From: Christophe de Dinechin
Date: Wed Feb 08 2023 - 11:59:51 EST



On 2023-02-08 at 11:58 +01, Greg Kroah-Hartman <gregkh@xxxxxxxxxxxxxxxxxxx> wrote...
> On Wed, Feb 08, 2023 at 10:44:25AM +0000, Reshetova, Elena wrote:
>>
>> The CC threat model does change the traditional linux trust boundary regardless of
>> what mitigations are used (kernel config vs. runtime filtering). Because for the
>> drivers that CoCo guest happens to need, there is no way to fix this problem by
>> either of these mechanisms (we cannot disable the code that we need), unless somebody
>> writes a totally new set of coco specific drivers (who needs another set of
>> CoCo specific virtio drivers in the kernel?).
>
> It sounds like you want such a set of drivers, why not just write them?
> We have zillions of drivers already, it's not hard to write new ones, as
> it really sounds like that's exactly what you want to have happen here
> in the end as you don't trust the existing set of drivers you are using
> for some reason.

In the CC approach, the hypervisor is considered as hostile. The rest of the
system is not changed much. If we pass-through some existing NIC, we'd
rather use the existing driver for that NIC rather than reinvent
it. However, we need to also consider the possibility that someone
maliciously replaced the actual NIC with a cleverly crafted software
emulator designed to cause the driver to leak confidential data.

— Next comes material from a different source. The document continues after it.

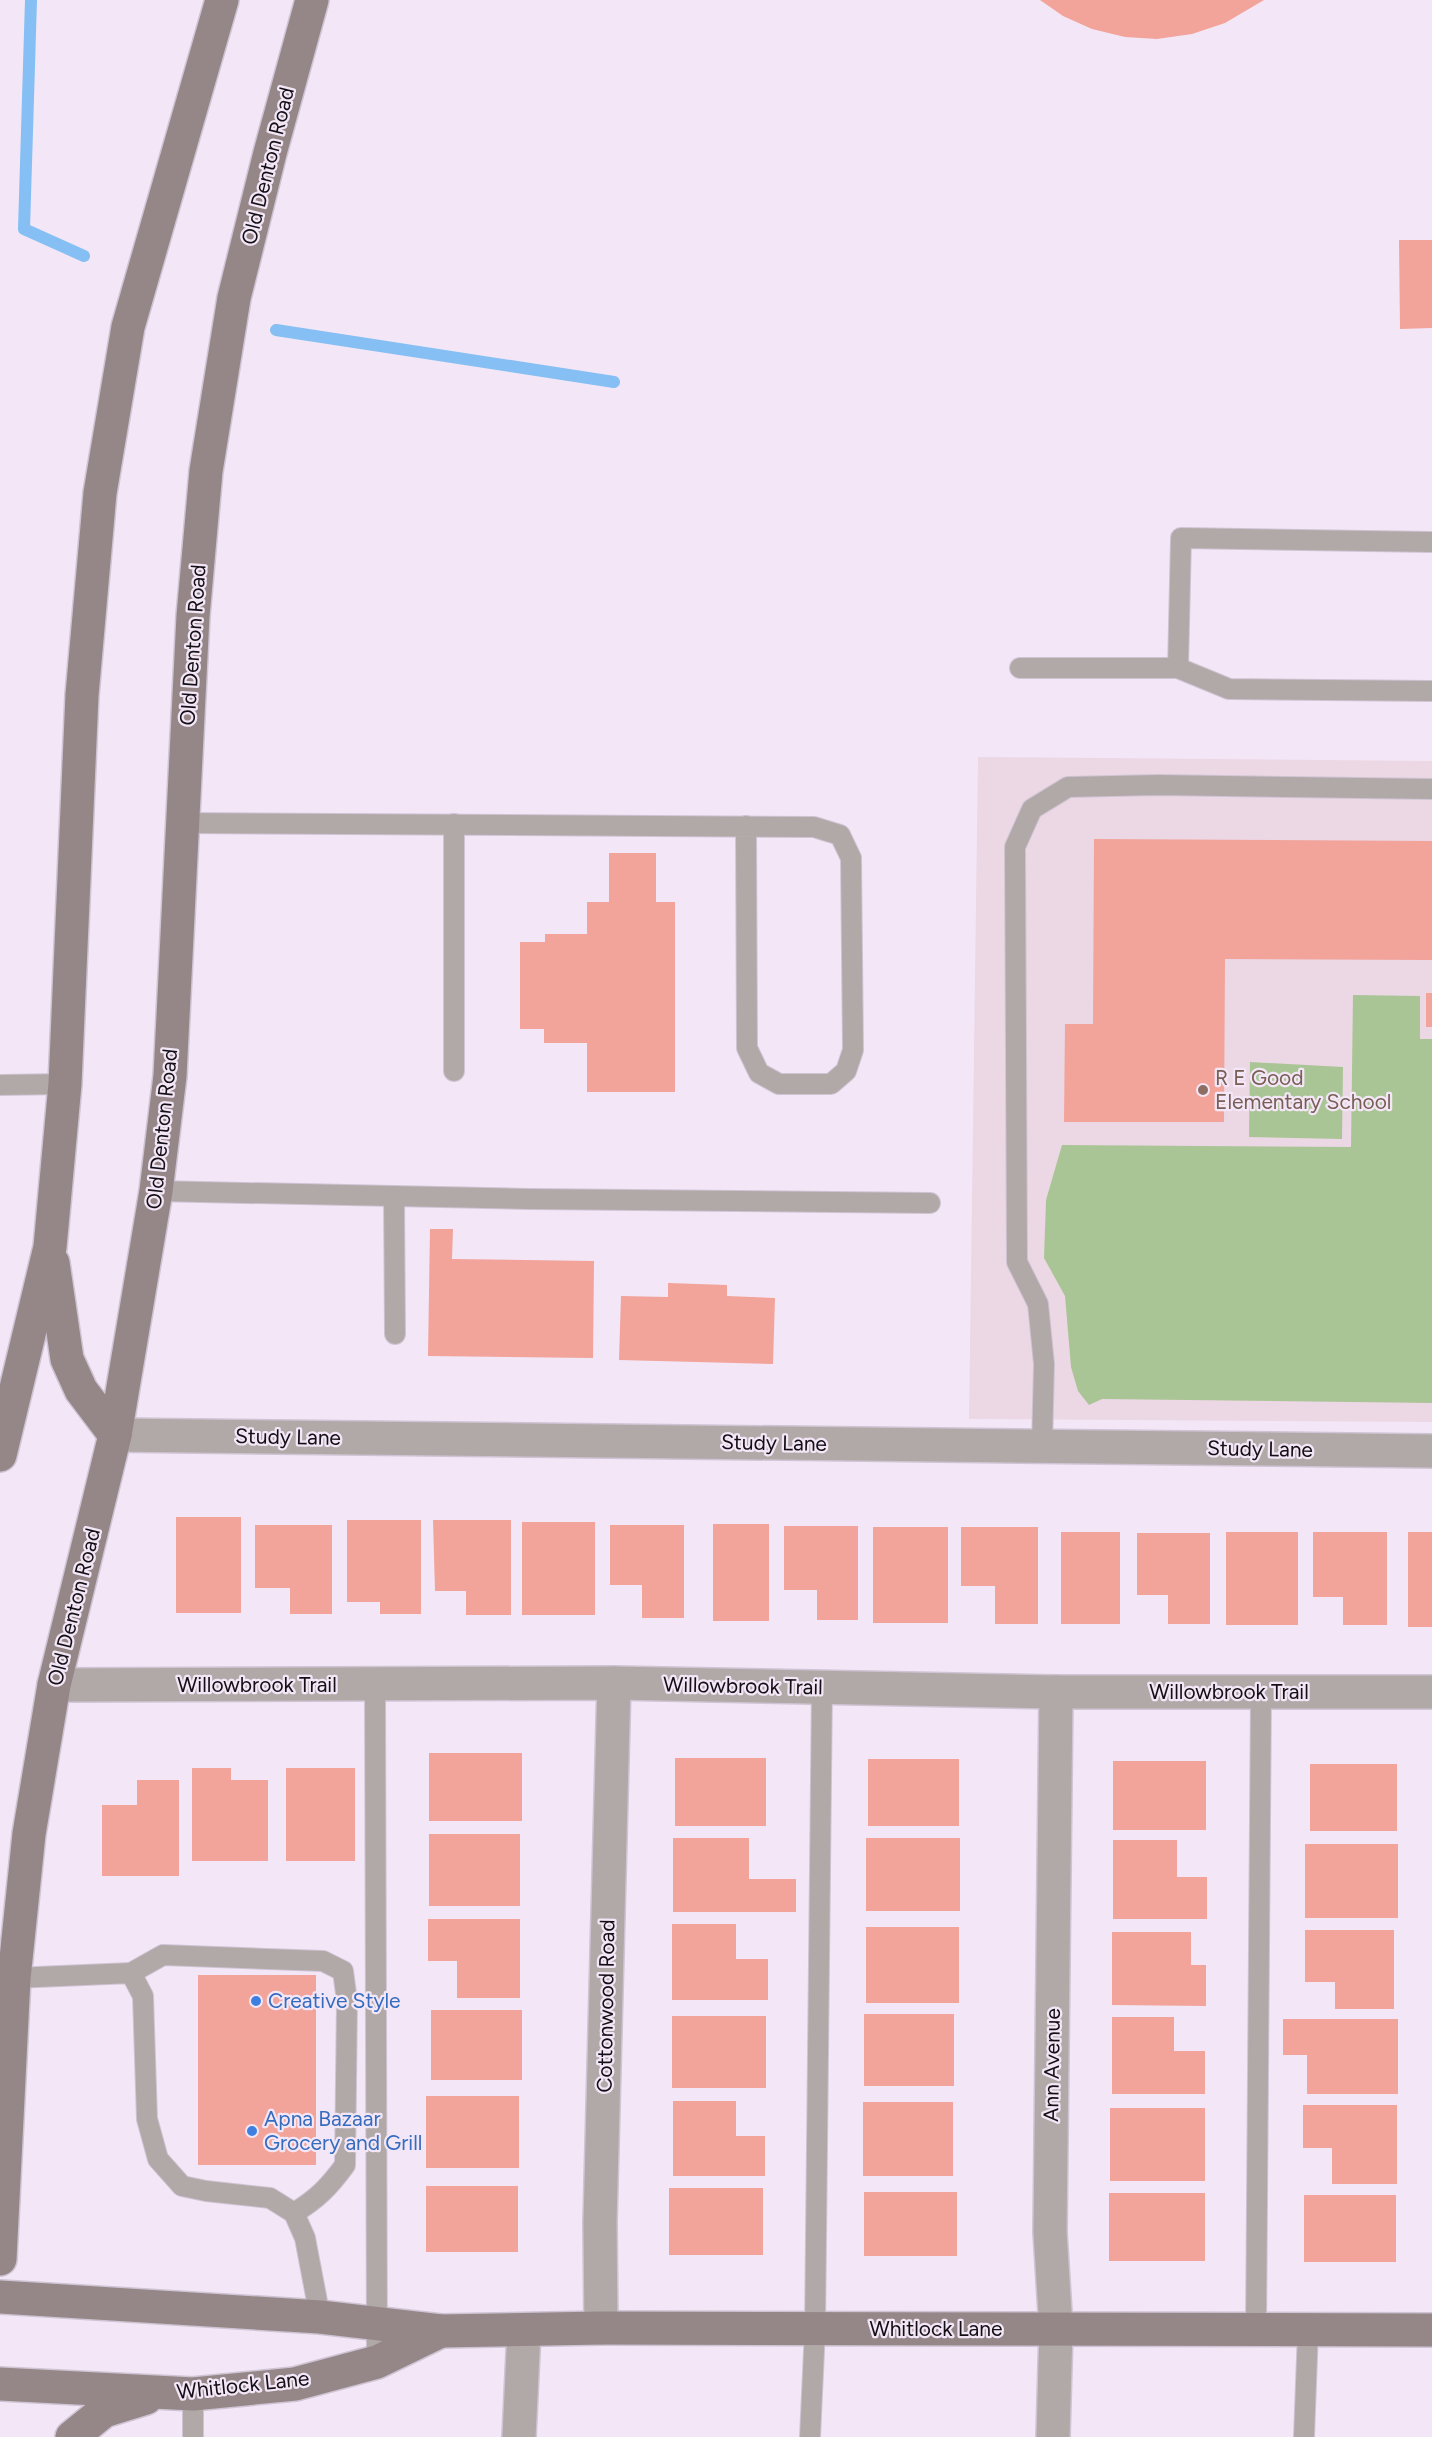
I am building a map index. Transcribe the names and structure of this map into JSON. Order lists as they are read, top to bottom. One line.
{"streets":{"main road":["Old Denton Road","Whitlock Lane"],"street":["Study Lane","Willowbrook Trail","Cottonwood Road","Ann Avenue"]},"crossings":[["Old Denton Road","Study Lane"],["Old Denton Road","Willowbrook Trail"],["Willowbrook Trail","Cottonwood Road"],["Willowbrook Trail","Ann Avenue"],["Cottonwood Road","Whitlock Lane"],["Ann Avenue","Whitlock Lane"]],"places":["R E Good Elementary School","Creative Style","Apna Bazaar Grocery and Grill"]}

>> So, if the path is to be able to use existing driver kernel code, then we need:
>
> Wait, again, why? Why not just have your own? That should be the
> simplest thing overall. What's wrong with that?

That would require duplication for the majority of hardware drivers.



>> 1. these selective CoCo guest required drivers (small set) needs to be hardened
>> (or whatever word people prefer to use here), which only means that in
>> the presence of malicious host/hypervisor that can manipulate pci config space,
>> port IO and MMIO, these drivers should not expose CC guest memory
>> confidentiality or integrity (including via privilege escalation into CC guest).
>
> Again, stop it please with the "hardened" nonsense, that means nothing.
> Either the driver has bugs, or it doesn't. I welcome you to prove it
> doesn't :)

In a non-CC scenario, a driver is correct if, among other things, it does
not leak kernel data to user space. However, it assumes that PCI devices are
working correctly and according to spec.

In a CC scenario, an additional condition for correctness is that it must
not leak data from the trusted environment to the host. It assumes that a
_virtual_ PCI device can be implemented on the host side to cause an
existing driver to leak secrets to the host.

It is this additional condition that we are talking about.

Think of this as a bit similar to the introduction of IOMMUs, which meant
there was a new condition impacting _the entire kernel_ that you had to make
sure your DMA operations and IOMMU were in agreement. Here, it is a bit of a
similar situation: CC forbids some specific operations the same way an IOMMU
does, except instead of stray DMAs, it's stray accesses from the host.

Note that, as James Bottomley pointed out, a crash is not seen as a failure
of the CC model, unless it leads to a subsequent leak of confidential data.
Denial of service, through crash or otherwise, is so easy to do from host or
hypervisor side that it is entirely out of scope.


>
>> Please note that this only applies to a small set (in tdx virtio setup we have less
>> than 10 of them) of drivers and does not present invasive changes to the kernel
>> code. There is also an additional core pci/msi code that is involved with discovery
>> and configuration of these drivers, this code also falls into the category we need to
>> make robust.
>
> Again, why wouldn't we all want "robust" drivers? This is not anything
> new here,

What is new is that CC requires driver to be "robust" against a new kind of
attack "from below" (i.e. from the [virtual] hardware side).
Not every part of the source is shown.